What strikes one in the above writeup is that financial companies have 6 months to find capital if they fail a stress test. In other words, the administration is slow-walking things, hoping for better times.
No matter some hopeful signs and potentially some positive spin during the upcoming quarterly earnings reports about the future (no one is being prosecuted under Sarbox no matter how flagrantly they exaggerate), several recent forward-looking indicators continue to deteriorate, including the Conference Board's Employment Trend Index, which reported today that all 8 of its components declined in March, of which several have clear forward-looking predictive value.
Putting all the above together, a coherent story from the best of the best is that short-term market fluctuations are beyond predicting, but many headwinds remain for the economy and government policy remains weighted toward far too much favoritism toward Big Finance with far too little consideration for the Little Guy or the Medium Guy.
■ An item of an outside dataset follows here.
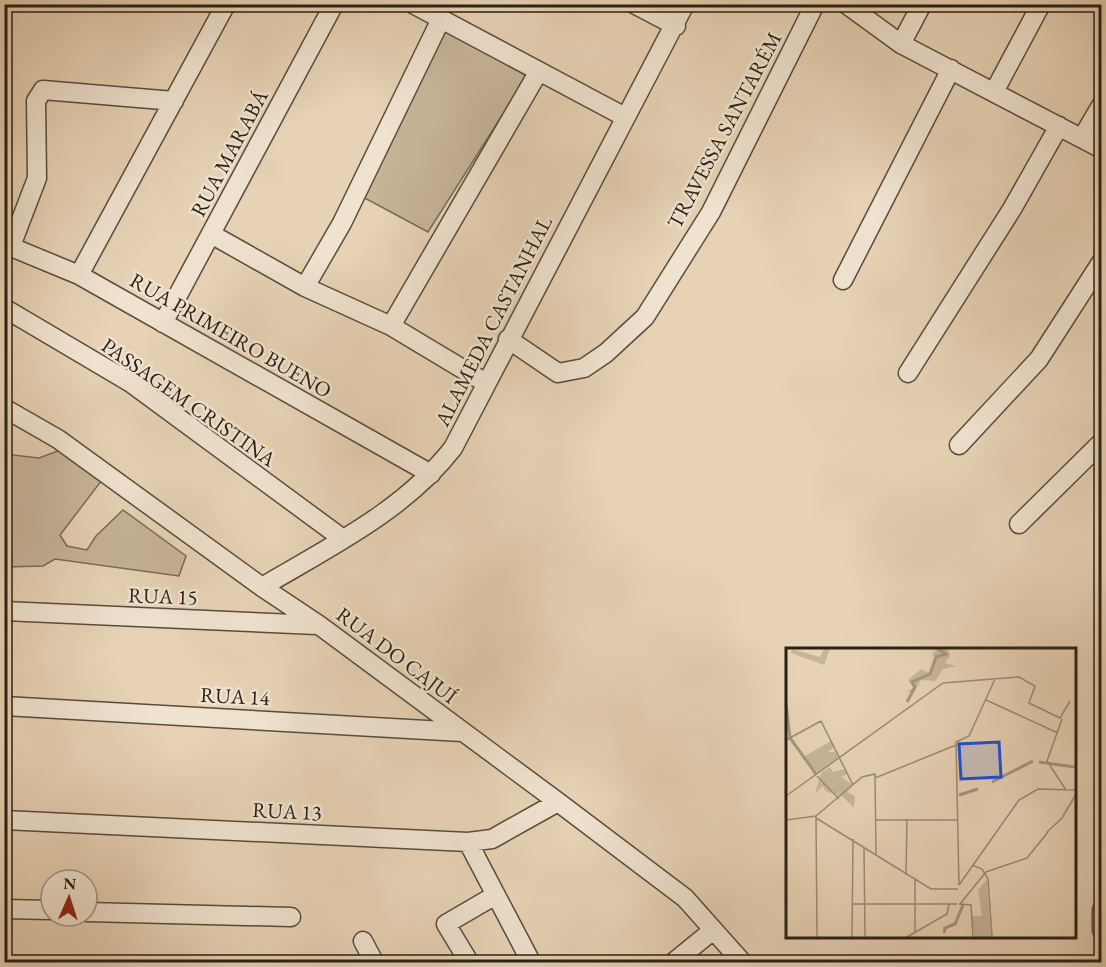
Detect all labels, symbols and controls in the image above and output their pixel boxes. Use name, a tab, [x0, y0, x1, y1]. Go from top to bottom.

Governments need to stop such insanity as New York State passing a budget that increases spending 9%; they need to recognize that matters are opposite in many ways to the 1930s in that Keynes has been misused to justify overpromising and overspending for over 70 years; and they need to encourage the public to save. We cannot attain a balanced prosperity by the hair-of-the-dog strategy of money printing and piling more and more debt upon all the existing debt. The best time for an alcoholic to stop drinking is always the time: NOW.
Until the U. S. and its followers such as the U. K. cure their debt addictions and return to a culture of saving, all the jigs and jags of the economy and good months or quarters for stocks will be irrelevant, as the fundamental problem of unsound financial practices will remain and, if the Obama administration gets its way, these practices will be rewarded.